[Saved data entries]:
++++++

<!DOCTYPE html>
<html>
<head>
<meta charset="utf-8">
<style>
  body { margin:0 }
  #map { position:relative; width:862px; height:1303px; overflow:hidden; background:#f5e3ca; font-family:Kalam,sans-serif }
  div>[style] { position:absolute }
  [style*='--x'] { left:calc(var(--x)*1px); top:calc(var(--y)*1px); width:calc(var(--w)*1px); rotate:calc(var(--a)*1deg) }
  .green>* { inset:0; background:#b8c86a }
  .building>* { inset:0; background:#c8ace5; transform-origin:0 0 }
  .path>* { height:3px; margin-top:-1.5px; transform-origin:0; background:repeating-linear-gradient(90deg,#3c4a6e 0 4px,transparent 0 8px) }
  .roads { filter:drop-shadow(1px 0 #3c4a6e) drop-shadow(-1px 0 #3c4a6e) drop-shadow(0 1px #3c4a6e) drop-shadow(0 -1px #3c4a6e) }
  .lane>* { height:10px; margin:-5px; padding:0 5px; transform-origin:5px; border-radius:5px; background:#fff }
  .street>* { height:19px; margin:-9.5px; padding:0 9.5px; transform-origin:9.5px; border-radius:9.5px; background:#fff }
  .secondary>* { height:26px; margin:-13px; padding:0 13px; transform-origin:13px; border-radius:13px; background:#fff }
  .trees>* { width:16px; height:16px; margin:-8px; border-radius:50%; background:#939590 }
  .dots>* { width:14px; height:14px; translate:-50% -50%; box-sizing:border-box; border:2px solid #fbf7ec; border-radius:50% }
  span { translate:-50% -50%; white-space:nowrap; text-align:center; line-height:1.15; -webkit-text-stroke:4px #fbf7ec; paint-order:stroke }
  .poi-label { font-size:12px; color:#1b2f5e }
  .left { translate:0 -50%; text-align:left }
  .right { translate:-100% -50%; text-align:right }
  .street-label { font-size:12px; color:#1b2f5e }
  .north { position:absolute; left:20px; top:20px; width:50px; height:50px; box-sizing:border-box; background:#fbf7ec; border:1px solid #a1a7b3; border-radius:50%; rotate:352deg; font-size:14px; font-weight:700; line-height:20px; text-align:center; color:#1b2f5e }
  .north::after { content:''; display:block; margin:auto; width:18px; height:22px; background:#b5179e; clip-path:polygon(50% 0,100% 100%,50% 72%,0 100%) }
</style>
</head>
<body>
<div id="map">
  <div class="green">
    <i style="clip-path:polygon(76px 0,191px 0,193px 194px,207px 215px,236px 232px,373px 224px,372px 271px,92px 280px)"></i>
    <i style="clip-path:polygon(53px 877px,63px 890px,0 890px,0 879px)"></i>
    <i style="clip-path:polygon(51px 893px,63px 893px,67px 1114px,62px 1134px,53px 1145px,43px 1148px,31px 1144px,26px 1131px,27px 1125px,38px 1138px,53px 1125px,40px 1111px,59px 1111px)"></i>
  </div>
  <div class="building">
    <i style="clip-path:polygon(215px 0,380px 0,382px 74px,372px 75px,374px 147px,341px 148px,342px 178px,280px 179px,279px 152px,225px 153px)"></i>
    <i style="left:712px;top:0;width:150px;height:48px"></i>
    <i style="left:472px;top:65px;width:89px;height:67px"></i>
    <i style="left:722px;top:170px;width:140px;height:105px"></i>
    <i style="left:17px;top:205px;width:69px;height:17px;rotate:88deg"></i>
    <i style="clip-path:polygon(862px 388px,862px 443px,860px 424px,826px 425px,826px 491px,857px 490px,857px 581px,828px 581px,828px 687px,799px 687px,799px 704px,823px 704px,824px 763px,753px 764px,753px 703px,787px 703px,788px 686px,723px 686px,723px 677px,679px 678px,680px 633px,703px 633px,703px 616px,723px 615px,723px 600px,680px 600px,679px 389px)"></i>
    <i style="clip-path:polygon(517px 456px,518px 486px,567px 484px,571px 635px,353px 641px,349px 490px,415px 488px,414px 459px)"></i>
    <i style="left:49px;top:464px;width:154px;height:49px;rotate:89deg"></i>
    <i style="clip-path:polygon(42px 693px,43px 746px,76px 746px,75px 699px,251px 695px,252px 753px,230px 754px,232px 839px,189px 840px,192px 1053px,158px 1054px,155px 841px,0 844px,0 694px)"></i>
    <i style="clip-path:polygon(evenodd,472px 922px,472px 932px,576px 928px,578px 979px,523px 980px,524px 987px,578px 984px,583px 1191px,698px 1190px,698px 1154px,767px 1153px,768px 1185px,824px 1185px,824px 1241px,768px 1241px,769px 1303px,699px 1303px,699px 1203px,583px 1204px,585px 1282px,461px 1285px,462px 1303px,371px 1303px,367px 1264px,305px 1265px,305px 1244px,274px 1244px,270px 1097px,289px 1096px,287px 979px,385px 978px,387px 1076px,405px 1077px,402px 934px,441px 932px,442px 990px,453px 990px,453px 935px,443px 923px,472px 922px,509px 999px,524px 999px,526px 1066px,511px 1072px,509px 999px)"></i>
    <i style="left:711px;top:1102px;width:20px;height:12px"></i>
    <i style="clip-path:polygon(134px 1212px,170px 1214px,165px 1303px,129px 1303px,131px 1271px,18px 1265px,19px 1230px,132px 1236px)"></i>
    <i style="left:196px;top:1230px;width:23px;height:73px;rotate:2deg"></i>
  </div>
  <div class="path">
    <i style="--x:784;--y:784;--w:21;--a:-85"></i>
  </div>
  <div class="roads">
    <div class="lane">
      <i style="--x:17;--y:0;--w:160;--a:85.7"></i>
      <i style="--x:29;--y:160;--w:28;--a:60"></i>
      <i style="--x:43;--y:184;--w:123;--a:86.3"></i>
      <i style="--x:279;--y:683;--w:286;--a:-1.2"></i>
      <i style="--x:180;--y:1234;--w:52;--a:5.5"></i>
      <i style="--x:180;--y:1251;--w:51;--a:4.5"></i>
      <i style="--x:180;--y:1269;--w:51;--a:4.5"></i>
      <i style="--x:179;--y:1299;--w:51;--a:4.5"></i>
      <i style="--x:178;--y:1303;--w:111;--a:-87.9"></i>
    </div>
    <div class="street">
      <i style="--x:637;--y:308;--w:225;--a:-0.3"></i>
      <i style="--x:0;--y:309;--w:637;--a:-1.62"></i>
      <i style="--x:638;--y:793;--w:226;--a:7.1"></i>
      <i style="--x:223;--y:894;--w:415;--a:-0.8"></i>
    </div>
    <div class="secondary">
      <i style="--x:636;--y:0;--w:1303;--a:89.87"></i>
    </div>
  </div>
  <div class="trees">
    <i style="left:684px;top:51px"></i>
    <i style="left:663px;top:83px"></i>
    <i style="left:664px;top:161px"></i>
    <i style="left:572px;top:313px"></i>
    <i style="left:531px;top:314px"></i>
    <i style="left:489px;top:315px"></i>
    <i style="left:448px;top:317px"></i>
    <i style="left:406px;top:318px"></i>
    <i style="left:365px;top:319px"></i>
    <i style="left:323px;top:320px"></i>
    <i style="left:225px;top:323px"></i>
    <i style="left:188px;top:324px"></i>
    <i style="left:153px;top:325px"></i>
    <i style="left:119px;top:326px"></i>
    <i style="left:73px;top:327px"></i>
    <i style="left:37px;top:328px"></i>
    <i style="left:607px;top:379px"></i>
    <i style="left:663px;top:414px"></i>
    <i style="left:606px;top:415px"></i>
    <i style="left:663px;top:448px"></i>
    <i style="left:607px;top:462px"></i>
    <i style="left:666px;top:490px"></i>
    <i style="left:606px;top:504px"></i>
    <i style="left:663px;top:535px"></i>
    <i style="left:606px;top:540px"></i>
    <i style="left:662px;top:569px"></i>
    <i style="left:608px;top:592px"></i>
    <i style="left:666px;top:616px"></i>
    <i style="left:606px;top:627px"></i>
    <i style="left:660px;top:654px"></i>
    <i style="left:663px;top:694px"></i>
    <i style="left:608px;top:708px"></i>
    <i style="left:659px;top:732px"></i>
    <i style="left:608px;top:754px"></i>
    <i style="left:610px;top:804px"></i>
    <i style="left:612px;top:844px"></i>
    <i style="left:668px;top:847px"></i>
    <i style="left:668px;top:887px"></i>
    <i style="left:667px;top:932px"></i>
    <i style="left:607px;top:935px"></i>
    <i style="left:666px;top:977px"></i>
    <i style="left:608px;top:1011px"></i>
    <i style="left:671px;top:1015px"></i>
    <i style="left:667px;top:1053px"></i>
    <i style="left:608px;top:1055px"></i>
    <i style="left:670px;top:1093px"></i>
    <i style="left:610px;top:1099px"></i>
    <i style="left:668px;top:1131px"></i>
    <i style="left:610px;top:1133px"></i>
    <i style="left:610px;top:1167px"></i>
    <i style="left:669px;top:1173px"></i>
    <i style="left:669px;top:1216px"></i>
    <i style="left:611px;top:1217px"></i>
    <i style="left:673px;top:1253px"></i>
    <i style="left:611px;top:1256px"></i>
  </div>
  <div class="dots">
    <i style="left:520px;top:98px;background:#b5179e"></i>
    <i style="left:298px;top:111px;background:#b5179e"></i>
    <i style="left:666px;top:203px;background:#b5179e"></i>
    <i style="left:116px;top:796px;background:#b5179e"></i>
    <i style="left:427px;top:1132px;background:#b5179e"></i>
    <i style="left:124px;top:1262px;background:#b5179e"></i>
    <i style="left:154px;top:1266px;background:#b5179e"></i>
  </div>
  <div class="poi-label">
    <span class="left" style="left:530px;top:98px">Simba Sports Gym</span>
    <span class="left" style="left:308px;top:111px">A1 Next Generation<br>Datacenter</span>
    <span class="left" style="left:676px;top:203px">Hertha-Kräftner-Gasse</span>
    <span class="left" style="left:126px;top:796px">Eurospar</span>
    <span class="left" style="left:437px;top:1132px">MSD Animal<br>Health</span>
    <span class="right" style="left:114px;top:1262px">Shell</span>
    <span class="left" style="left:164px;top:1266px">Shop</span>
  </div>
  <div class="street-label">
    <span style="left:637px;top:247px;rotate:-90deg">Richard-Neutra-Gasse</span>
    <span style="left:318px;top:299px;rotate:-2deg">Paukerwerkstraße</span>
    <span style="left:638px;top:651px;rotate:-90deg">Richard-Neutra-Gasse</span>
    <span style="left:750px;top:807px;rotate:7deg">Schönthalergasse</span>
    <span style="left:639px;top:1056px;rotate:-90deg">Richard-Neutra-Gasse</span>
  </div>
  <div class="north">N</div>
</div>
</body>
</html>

++++++

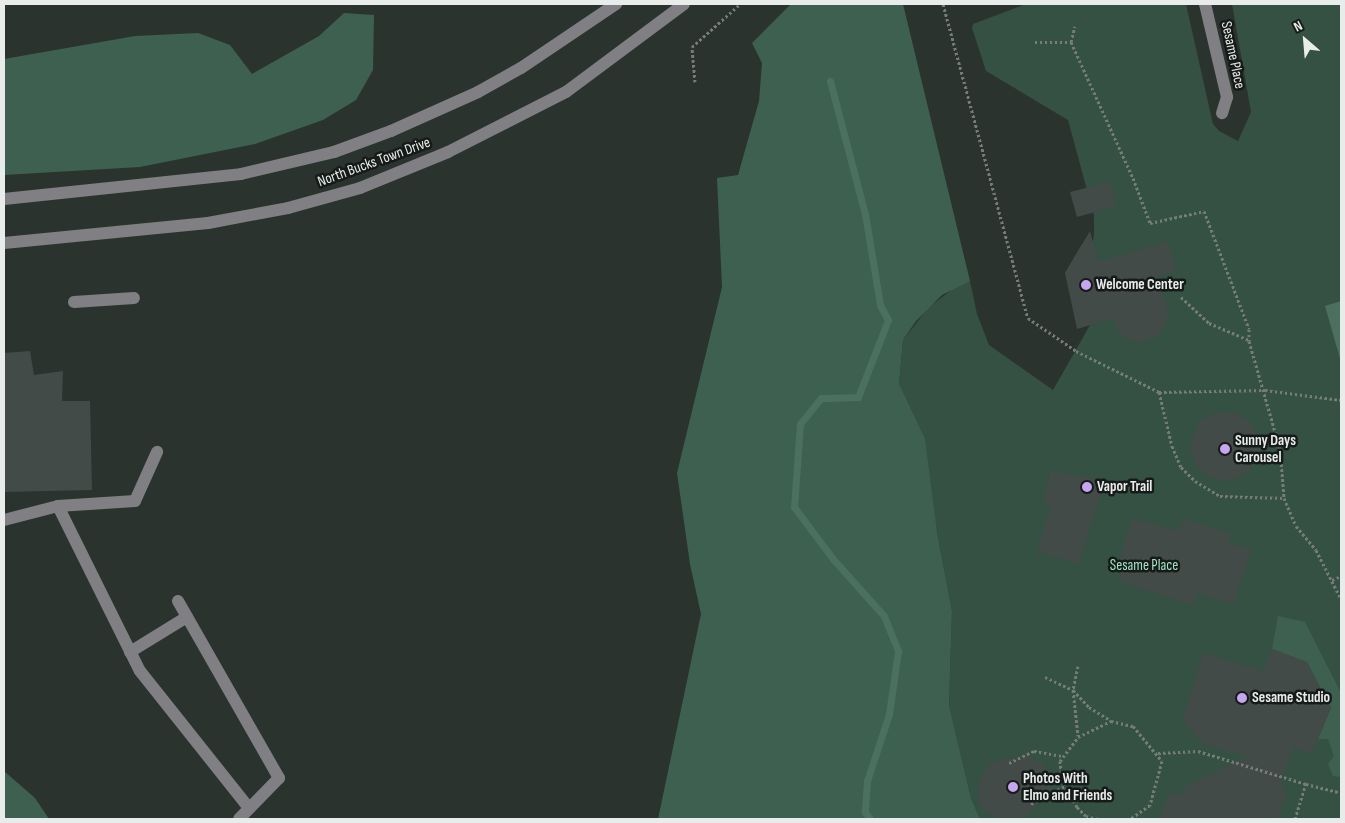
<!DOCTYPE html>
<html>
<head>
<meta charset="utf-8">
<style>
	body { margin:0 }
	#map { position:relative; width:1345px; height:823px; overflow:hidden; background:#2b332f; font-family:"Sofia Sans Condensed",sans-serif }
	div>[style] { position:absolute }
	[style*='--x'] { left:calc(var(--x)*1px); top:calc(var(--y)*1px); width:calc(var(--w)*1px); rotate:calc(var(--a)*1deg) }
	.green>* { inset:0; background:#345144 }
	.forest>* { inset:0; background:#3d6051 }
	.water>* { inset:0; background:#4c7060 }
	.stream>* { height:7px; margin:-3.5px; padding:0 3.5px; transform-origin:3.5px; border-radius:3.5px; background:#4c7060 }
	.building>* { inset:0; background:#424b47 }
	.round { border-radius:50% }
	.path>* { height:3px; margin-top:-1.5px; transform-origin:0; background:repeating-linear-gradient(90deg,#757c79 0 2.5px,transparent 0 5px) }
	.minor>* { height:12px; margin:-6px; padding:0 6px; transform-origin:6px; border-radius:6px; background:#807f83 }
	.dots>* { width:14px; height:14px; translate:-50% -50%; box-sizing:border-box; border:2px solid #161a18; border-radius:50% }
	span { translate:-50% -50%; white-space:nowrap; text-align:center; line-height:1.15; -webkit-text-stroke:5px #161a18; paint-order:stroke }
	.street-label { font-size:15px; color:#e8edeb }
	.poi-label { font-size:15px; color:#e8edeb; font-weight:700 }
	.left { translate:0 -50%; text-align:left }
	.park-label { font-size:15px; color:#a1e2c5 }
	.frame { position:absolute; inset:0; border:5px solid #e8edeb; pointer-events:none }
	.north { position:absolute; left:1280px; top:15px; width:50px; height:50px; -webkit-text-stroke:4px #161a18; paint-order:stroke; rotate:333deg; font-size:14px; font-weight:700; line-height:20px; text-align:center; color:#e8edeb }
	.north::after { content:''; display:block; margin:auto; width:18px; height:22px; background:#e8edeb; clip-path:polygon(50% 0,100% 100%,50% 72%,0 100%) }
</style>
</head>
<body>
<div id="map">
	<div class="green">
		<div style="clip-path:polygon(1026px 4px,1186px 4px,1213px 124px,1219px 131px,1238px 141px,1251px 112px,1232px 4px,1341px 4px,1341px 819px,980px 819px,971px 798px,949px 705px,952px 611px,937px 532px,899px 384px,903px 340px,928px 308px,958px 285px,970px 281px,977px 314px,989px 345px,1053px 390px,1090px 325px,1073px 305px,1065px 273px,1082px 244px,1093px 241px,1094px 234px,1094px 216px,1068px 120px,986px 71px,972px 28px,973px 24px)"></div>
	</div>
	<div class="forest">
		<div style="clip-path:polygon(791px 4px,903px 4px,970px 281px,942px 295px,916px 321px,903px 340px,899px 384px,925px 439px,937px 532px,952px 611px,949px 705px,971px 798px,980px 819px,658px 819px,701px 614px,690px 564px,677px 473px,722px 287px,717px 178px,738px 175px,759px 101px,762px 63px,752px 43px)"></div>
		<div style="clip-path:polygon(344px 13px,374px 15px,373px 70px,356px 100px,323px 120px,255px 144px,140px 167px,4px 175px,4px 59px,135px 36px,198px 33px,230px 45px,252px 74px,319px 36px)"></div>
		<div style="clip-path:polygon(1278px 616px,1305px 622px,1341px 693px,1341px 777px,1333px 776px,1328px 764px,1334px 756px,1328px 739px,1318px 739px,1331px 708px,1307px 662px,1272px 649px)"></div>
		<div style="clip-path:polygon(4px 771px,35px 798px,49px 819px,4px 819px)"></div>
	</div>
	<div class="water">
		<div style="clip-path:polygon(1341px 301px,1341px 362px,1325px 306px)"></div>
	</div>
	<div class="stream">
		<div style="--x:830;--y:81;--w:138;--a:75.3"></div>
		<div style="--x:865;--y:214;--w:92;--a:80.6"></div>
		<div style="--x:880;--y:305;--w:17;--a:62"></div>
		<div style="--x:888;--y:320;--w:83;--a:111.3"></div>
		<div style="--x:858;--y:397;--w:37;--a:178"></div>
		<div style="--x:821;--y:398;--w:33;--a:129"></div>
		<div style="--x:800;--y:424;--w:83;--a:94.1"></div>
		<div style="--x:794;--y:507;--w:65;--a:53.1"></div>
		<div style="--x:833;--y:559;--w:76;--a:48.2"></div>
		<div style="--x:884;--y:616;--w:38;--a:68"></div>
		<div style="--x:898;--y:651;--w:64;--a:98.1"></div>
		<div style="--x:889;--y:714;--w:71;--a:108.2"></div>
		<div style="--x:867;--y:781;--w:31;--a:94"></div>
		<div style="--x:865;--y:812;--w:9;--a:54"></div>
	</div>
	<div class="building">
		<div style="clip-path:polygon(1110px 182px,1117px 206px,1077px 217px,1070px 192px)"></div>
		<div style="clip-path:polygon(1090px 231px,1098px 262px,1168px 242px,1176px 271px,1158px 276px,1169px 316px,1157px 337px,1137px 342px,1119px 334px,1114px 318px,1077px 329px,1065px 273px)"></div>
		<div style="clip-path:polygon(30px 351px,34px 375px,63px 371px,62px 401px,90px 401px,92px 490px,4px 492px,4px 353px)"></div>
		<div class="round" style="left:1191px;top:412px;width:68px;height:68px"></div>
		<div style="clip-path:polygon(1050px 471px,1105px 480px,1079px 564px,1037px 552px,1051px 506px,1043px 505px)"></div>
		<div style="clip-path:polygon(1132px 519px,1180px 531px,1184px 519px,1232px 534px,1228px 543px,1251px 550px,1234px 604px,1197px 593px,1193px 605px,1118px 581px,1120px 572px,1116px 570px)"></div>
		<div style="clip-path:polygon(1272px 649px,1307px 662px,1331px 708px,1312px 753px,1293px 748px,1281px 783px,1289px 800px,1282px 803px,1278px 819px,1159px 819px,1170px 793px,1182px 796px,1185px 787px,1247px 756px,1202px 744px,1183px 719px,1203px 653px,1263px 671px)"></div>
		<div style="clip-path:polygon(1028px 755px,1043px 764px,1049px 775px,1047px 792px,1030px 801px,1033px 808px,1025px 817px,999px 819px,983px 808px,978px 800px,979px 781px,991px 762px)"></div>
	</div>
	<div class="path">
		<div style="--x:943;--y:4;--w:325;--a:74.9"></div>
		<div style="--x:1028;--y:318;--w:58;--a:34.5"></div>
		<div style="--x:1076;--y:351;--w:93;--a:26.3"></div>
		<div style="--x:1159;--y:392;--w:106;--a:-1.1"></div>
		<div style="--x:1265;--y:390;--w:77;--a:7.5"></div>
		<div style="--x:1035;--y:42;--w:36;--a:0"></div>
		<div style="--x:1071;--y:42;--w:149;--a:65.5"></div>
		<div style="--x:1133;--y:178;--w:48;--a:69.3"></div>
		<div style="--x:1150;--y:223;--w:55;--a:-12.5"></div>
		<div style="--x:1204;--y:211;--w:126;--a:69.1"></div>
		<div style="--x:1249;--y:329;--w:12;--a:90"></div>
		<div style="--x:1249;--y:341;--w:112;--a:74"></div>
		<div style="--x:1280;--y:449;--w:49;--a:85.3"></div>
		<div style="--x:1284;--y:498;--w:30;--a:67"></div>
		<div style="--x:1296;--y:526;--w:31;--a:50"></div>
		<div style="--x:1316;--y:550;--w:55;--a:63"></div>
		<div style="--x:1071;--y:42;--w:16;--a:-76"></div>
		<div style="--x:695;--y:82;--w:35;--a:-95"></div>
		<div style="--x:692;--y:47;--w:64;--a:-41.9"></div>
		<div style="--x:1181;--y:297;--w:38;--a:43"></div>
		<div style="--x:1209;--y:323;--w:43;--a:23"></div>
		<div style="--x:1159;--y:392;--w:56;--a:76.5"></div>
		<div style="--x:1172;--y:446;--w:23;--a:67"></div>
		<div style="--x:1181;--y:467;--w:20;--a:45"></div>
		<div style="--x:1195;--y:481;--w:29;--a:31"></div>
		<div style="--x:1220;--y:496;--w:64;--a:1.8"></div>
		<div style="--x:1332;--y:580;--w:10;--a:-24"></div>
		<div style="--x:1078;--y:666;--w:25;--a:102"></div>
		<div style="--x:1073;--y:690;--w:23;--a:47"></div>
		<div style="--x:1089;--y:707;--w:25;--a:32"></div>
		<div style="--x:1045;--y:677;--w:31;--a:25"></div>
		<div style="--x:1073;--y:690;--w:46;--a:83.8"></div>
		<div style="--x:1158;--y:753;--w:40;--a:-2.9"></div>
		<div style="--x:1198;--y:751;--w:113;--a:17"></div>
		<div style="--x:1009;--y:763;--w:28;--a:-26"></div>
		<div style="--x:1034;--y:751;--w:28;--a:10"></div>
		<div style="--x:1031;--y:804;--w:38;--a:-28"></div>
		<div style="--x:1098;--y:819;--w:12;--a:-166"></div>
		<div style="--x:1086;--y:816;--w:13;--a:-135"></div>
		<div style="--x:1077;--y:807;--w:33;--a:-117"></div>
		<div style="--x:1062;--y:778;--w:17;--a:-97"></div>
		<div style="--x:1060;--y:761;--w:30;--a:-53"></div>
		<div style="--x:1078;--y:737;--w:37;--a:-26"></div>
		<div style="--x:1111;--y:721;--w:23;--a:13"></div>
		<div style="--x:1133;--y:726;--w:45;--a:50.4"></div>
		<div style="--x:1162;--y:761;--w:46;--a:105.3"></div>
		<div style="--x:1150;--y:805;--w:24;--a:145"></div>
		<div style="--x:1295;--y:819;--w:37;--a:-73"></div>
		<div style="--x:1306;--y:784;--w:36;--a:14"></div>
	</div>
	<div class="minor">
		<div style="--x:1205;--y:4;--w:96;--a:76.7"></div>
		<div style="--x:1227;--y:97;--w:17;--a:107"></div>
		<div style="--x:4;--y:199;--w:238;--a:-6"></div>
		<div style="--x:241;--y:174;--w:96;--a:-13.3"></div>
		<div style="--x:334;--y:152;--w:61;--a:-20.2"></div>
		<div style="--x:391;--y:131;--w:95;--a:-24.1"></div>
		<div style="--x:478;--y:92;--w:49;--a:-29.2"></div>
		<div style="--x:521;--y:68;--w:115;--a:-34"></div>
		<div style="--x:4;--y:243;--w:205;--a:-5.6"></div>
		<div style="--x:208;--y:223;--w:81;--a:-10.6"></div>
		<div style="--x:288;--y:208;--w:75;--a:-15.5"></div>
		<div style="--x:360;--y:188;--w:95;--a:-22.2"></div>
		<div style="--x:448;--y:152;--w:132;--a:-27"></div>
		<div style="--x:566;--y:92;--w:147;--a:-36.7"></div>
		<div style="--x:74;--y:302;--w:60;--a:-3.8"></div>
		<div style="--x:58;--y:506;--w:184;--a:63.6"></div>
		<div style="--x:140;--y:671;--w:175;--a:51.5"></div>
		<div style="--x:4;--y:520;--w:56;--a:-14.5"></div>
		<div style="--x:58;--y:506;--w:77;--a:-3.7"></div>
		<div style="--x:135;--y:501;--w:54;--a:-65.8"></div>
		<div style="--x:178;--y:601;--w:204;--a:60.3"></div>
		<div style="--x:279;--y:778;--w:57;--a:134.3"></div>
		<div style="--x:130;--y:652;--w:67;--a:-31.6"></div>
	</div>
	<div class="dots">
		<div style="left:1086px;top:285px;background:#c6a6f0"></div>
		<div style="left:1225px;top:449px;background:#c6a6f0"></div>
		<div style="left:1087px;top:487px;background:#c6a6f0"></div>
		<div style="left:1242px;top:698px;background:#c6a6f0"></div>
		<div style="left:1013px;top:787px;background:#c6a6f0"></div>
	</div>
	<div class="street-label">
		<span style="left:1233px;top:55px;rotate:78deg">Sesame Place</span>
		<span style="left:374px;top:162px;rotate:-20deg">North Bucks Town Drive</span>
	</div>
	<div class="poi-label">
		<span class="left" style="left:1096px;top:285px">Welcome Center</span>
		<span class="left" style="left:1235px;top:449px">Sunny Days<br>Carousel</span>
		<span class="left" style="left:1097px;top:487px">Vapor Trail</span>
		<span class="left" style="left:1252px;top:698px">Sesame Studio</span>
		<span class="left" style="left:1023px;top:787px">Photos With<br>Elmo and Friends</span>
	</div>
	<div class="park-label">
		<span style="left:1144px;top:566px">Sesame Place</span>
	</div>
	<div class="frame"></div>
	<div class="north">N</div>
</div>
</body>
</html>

++++++

[Work request]:
Set down precisely the lines above between the line holding "388px,862px 443px,860px 424px,826px" and the line holding "456px,518px 486px,567px 484px,571px", inclusive, and nothing beyond them.

[Result for this exercise]:
    <i style="clip-path:polygon(862px 388px,862px 443px,860px 424px,826px 425px,826px 491px,857px 490px,857px 581px,828px 581px,828px 687px,799px 687px,799px 704px,823px 704px,824px 763px,753px 764px,753px 703px,787px 703px,788px 686px,723px 686px,723px 677px,679px 678px,680px 633px,703px 633px,703px 616px,723px 615px,723px 600px,680px 600px,679px 389px)"></i>
    <i style="clip-path:polygon(517px 456px,518px 486px,567px 484px,571px 635px,353px 641px,349px 490px,415px 488px,414px 459px)"></i>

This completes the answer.